Histone Deacetylase 11 (HDAC11) Is a Novel Regulator In The Expansion Of MDSCs Via The Transcription Factor C/EBP-β

Immature myeloid cells (IMCs) differentiate into dendritic cells, macrophages, and neutrophilsand are also considered to be precursors of MDSCs in tumor-bearing hosts. Recent studies suggest that the transcription factor CCAAT-enhancer-binding protein beta (C/EBP-β) plays a crucial role in MDSC expansion and function given that bone marrow cells lose their ability to differentiate into physiologically active MDSCs upon C/EBP-β deletion. Conversely, up-regulation of C/EBP-β can partially induce MDSC expansion through a mechanism that involves STAT3 (Condamine, et al, Trends in Immunology January 2011; Zhang, H, et al, Blood, October).

Epigenetic changes, such as histone acetylation status, have been recently shown to play a role in MDSC function (Youn JI, et al, Nature Immunology, 14 March 2013). The functional role of HDAC11, the newest member of the HDAC family was primarily unknown until our prior demonstration that this HDAC regulates IL-10 gene expression in mature myeloid cells. To determine whether HDAC11 might also play a role in immature myeloid cells and in the process of MDSC expansion, we recently utilized HDAC11 promoter-driven eGFP reporter transgenic mice (TgHDAC11-eGFP) which enables us to identify dynamic changes in HDAC11 transcriptional activity (Heintz, N, et al, Nature Review Neuroscience, 2011 December). First, Ly6C^high cells (M-MDSCs) have significantly lower expression of eGFP-HDAC11 when compared to Ly6G⁺ (G-MDSCs). Flow cytometric analysis revealed that expression of eGFP-HDAC11 further decreases in both Ly6G⁺ and Ly6C^high compartments of tumor bearing TgHDAC11-eGFP mice, with greatest decrease in the Ly6C^high (M-MDSCs) population, suggesting a role for HDAC11 in regulating MDSC expansion and function since M-MDSCs have been identified as the population that is more suppressive (Movahedi, K, et al, Blood, 2008).

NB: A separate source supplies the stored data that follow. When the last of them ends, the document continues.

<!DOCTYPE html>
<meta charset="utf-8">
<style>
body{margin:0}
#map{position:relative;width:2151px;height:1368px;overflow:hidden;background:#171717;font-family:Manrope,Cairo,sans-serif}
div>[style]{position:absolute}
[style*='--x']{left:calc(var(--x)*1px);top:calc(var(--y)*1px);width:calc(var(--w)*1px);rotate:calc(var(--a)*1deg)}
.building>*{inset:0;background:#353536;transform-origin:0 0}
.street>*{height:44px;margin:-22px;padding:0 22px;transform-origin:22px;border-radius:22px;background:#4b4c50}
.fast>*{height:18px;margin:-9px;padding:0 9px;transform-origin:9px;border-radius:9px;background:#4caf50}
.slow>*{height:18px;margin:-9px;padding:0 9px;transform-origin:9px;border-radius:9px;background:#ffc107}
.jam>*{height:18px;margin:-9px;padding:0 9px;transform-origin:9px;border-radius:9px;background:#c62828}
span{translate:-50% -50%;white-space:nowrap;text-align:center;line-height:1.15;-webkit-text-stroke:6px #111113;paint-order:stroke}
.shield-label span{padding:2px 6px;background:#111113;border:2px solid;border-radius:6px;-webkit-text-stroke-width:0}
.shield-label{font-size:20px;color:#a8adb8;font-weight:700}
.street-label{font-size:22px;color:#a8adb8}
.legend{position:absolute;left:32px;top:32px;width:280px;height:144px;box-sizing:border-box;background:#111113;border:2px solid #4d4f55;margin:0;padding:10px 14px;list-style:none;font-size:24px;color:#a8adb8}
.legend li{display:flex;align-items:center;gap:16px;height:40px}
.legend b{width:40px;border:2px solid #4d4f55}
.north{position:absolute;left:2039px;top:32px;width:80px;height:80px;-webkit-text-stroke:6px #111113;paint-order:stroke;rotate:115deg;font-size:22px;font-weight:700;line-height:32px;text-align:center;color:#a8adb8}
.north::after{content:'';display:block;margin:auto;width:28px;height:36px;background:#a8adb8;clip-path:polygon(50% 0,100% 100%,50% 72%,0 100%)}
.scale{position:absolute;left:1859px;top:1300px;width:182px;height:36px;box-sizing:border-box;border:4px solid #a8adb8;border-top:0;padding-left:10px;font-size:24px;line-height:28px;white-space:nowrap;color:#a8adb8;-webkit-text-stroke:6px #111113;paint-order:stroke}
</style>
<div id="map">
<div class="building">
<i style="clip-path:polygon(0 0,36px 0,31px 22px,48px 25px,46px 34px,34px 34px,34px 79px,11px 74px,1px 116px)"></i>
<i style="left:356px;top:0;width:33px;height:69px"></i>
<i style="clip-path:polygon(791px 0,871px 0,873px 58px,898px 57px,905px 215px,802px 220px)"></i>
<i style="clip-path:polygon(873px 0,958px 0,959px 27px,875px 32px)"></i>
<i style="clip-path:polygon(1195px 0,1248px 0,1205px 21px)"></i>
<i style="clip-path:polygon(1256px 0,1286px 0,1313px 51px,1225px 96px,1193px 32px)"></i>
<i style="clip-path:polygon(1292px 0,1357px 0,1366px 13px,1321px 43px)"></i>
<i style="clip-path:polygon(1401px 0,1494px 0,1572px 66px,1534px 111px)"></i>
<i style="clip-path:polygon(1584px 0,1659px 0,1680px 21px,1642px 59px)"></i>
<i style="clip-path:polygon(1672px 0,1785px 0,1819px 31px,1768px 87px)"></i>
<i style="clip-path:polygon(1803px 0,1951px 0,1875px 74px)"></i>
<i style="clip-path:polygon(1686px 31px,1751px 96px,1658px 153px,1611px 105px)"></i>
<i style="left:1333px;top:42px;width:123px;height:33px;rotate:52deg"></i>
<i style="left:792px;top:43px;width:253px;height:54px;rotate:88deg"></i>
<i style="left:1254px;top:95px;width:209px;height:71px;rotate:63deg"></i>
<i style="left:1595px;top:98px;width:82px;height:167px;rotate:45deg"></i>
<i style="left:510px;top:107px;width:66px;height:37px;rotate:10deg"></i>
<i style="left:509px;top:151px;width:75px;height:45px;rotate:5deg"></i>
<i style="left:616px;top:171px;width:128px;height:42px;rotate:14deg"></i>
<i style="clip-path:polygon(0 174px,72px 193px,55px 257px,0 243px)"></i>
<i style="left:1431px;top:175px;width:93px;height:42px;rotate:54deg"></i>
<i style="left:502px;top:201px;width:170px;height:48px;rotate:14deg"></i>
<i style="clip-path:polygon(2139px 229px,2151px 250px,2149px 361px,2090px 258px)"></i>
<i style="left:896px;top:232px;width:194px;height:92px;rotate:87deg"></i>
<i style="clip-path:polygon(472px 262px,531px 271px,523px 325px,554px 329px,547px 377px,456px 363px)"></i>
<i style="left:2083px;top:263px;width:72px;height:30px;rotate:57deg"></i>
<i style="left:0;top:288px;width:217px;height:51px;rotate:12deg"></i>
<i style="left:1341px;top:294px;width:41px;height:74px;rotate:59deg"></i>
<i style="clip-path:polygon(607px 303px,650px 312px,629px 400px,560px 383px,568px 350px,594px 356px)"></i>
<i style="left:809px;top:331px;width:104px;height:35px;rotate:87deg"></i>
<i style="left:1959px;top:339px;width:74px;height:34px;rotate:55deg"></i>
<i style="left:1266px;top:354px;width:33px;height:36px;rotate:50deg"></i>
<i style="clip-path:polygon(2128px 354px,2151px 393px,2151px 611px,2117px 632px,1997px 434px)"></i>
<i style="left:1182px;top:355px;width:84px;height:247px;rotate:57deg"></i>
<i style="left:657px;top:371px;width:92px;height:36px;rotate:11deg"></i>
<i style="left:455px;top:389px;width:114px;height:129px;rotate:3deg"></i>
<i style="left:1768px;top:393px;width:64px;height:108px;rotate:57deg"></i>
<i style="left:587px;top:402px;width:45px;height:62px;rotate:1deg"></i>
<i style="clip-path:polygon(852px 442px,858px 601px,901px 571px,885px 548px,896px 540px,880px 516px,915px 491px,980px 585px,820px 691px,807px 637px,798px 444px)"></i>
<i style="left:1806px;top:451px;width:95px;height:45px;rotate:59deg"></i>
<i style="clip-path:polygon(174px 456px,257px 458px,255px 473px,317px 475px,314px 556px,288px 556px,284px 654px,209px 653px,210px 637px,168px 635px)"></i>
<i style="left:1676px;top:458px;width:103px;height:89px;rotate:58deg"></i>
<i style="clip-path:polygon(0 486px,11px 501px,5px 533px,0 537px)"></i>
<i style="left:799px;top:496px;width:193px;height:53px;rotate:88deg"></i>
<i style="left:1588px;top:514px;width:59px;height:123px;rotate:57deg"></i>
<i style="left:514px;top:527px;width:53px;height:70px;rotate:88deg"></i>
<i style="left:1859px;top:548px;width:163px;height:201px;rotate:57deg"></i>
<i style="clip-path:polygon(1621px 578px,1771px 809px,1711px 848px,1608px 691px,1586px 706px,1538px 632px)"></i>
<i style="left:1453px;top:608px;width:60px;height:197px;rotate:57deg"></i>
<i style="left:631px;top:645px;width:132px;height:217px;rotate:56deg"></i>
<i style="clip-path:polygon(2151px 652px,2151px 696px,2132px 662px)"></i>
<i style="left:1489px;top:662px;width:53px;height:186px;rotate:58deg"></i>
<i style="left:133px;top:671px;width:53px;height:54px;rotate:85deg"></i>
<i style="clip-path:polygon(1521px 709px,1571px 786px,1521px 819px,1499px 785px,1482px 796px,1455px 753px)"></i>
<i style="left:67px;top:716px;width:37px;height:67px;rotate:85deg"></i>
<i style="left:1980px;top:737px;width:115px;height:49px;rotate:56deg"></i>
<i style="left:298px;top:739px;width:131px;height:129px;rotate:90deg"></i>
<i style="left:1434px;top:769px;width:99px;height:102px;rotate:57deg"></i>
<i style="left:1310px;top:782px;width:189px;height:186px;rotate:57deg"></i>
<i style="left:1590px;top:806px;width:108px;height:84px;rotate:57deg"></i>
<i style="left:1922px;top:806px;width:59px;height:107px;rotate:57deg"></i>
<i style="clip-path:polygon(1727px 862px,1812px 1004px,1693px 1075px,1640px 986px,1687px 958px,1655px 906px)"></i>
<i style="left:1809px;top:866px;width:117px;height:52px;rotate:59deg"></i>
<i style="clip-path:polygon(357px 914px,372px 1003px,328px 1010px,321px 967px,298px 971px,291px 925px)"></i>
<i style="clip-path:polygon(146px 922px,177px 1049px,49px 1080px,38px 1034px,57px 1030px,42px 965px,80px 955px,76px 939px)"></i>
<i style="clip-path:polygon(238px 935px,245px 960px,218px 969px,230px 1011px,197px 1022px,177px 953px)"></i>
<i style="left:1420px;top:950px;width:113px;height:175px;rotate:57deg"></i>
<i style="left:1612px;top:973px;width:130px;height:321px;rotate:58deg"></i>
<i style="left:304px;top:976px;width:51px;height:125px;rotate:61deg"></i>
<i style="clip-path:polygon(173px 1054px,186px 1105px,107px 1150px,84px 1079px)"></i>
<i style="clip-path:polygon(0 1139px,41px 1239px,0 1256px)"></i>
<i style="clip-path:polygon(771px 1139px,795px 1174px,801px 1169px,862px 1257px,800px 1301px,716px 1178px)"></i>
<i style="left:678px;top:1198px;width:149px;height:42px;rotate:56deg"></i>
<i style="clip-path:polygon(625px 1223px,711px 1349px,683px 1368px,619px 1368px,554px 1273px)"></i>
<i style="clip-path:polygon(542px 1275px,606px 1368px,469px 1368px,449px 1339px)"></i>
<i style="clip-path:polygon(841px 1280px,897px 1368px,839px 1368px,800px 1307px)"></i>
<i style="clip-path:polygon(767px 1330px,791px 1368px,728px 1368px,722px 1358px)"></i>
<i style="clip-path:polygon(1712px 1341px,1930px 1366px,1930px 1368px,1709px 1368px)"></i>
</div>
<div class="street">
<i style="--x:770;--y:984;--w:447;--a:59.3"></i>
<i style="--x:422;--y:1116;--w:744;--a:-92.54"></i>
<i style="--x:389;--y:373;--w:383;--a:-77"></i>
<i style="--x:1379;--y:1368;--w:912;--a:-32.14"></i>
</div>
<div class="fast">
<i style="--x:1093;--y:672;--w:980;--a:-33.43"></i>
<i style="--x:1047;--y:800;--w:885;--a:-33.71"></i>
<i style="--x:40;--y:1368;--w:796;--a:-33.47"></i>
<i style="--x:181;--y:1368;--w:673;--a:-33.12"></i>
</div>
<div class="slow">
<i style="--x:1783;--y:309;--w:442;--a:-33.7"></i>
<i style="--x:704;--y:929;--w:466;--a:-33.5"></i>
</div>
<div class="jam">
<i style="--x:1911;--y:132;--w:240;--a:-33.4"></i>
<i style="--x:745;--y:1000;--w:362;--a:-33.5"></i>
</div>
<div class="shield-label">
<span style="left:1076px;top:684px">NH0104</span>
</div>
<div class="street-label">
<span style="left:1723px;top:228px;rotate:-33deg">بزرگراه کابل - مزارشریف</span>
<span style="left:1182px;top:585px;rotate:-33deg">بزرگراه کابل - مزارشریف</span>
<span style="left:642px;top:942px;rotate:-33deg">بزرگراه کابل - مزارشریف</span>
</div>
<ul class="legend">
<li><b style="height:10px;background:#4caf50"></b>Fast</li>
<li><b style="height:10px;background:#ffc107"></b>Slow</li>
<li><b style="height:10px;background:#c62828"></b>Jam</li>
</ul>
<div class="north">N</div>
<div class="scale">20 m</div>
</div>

Mechanistically, we have found for the first time, that this effect of HDAC11 upon MDSC function involves the regulatory machinery of C/EBP-β. First, at the steady state, bone marrow cells isolated from TgHDAC11-eGFP mice have an extremely high mRNA expression of C/EBP-β (120 fold unit difference) in the GR1⁺/eGFP-HDAC11⁺ (Ly6G⁺/G-MDSCs cells which also display high HDAC11 expression. Conversely, GR1⁺/eGFP-HDAC11^- (Ly6C^high/M-MDSCs) cells, which have minimal or absent HDAC11 expression also display minimal C/EBP-β mRNA expression. These results are recapitulated in the splenic compartment.

Interestingly, in EL4 tumor bearing TgHDAC11-eGFP mice there is higher expression of C/EBP-β in Ly6C^high population compare with Ly6G⁺, with a 56 fold unit difference. Taken together, this data suggest that under tumor challenge, M-MDSCs have a higher expression of C/EBP-β when compared with G-MDSCs, which nominates HDAC11 as a regulator of C/EBP-β and the transition of Immature myeloid cells to functional MDSCs. A better understanding of this previously unknown role of HDAC11 in MDSC biology will ultimately lead to targeted epigenetic therapies to influence the suppressive abilities of these cells.